中国でごみの分別収集が始まった。中国政府は上海を手始めに、中国全土まで一気に広げる考えだ。現在、上海では、ごみの分別で混乱状態にあり、SNS上では最もホットな話題となっている。(日中福祉プランニング代表 王 青)
「あなたは、何ごみ?」
ごみ収集場所に立つ「おばさん」の正体
「あなたは、何ごみ?」――。
最近の中国・上海で、毎日のように聞かされる言葉である。
上海の住宅地には、色とりどりのごみ分別用のボックスが次々と出現している。その前に、1人のおばさん(居民委員会の幹部)が必ず立っており、ごみを捨てにくる住民に質問するのだ。
上海市では、7月1日から正式に「上海市生活ごみ管理条例」が始まった。中国政府は上海を手始めに、「ごみの分別収集」に踏み切ったのだ。
政府は「ごみの分別」について、昨年秋から市民運動のごとく、指南やキャンペーンを行ってきた。テレビ、新聞、インターネットなどの多様な媒体でも大々的に報道し、啓蒙(けいもう)している。また、ガイドブックが各世帯に配られ、ごみ分別の理解と認知を高めようとしてきた。まさに政府の威信をかけての一大イベントである。そして、違反すれば、最高200元(約3200円)の罰金が科せられる。
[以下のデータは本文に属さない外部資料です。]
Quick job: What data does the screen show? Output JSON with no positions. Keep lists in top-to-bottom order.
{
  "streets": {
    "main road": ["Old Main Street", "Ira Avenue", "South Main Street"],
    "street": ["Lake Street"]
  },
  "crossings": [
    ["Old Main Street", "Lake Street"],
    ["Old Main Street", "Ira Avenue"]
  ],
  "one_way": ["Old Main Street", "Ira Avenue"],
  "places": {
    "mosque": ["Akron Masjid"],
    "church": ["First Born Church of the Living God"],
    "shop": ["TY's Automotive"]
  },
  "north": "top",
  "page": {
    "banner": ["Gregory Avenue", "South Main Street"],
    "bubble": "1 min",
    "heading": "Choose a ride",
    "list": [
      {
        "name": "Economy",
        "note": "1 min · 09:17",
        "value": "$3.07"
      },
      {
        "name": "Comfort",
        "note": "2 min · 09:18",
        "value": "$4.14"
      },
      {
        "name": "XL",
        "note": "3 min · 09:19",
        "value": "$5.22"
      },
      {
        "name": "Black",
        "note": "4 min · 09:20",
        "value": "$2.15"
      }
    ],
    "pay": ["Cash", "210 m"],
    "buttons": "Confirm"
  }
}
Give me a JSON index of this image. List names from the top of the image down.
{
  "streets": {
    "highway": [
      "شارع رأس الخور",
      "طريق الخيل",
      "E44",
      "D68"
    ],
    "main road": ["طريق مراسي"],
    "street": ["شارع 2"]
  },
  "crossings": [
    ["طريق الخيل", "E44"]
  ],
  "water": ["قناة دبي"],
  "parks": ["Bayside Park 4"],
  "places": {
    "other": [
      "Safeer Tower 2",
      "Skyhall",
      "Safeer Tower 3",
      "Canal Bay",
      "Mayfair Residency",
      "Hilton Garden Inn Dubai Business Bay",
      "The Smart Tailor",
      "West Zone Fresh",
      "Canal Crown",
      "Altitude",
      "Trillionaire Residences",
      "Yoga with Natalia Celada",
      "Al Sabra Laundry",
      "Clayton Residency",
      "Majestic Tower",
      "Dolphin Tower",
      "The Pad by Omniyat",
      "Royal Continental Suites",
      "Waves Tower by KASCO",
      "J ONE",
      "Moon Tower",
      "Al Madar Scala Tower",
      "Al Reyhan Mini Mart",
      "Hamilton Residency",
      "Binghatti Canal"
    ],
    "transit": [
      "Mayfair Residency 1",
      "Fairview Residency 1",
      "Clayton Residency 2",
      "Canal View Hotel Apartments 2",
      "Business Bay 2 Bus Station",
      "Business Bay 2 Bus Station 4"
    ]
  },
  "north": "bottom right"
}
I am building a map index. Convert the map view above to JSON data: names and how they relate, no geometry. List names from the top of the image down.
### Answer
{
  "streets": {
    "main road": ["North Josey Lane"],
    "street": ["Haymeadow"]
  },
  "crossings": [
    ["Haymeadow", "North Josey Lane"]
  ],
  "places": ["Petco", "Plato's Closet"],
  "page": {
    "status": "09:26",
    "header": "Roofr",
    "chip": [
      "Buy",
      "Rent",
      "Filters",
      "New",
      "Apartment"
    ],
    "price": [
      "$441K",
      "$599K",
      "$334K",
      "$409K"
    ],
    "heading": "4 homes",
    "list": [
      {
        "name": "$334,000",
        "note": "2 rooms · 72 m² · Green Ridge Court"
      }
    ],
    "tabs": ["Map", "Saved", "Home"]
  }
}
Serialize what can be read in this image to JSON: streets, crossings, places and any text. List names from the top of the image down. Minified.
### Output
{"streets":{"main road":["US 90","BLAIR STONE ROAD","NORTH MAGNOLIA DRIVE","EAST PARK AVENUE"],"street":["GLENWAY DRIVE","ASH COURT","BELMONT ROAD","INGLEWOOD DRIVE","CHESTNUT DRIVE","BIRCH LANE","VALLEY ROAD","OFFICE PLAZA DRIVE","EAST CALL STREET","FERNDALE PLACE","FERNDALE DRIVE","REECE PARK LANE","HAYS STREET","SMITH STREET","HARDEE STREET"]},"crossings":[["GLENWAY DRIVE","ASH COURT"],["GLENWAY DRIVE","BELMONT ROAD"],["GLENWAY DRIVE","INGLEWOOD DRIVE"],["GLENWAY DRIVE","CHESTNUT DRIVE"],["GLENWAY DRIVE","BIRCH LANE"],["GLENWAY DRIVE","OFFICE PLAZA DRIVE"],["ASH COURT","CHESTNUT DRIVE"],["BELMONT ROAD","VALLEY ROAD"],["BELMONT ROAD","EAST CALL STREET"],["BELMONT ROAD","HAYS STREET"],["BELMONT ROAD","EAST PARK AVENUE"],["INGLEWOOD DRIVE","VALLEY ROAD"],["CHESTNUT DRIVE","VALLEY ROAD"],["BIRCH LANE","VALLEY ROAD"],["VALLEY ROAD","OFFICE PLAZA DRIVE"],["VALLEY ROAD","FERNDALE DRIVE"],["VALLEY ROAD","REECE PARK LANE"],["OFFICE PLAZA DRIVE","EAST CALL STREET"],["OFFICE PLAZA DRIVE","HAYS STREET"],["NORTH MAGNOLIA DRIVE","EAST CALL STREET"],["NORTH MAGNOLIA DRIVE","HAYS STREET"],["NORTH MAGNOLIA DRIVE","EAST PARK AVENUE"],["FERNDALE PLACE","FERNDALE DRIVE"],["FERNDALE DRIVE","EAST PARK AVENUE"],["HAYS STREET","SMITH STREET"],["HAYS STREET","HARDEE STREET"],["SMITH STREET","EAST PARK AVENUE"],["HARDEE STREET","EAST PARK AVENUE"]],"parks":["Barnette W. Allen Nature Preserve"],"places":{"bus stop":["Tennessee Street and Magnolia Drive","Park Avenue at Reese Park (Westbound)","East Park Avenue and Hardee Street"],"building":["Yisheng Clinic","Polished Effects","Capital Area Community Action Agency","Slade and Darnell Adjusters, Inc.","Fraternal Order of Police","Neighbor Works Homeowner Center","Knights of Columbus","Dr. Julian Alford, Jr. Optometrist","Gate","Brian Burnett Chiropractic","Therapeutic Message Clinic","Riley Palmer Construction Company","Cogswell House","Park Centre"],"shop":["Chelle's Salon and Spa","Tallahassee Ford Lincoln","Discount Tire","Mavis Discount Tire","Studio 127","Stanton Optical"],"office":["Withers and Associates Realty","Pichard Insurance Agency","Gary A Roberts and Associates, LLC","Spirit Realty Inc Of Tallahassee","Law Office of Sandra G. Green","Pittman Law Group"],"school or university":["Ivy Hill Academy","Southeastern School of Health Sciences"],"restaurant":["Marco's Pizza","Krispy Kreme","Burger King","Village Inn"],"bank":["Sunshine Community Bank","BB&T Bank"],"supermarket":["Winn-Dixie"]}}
筆者は今年、ほぼ毎月のペースで上海へ出張している。そのたびに「小区(集合住宅)」内に、ごみ分別のボックスが増えていると感じた。例えば、前回は何もなかった空き地に、突如一面のごみボックスが出現するのだ。一瞬「場所を間違えたのか」と目を疑ってしまうほどだ。あまりの変化に「このスピードは何?」と思った。
前述したように、ごみボックスの前には、必ず1~2人の「居民委員会」の幹部がいて、ごみの分類のチェックや指導を行っている。ちなみに、「居民委員会」というのは、中国の都市部の各コミュニティにある「行政の末端組織」で、行政の補助機能を担っている。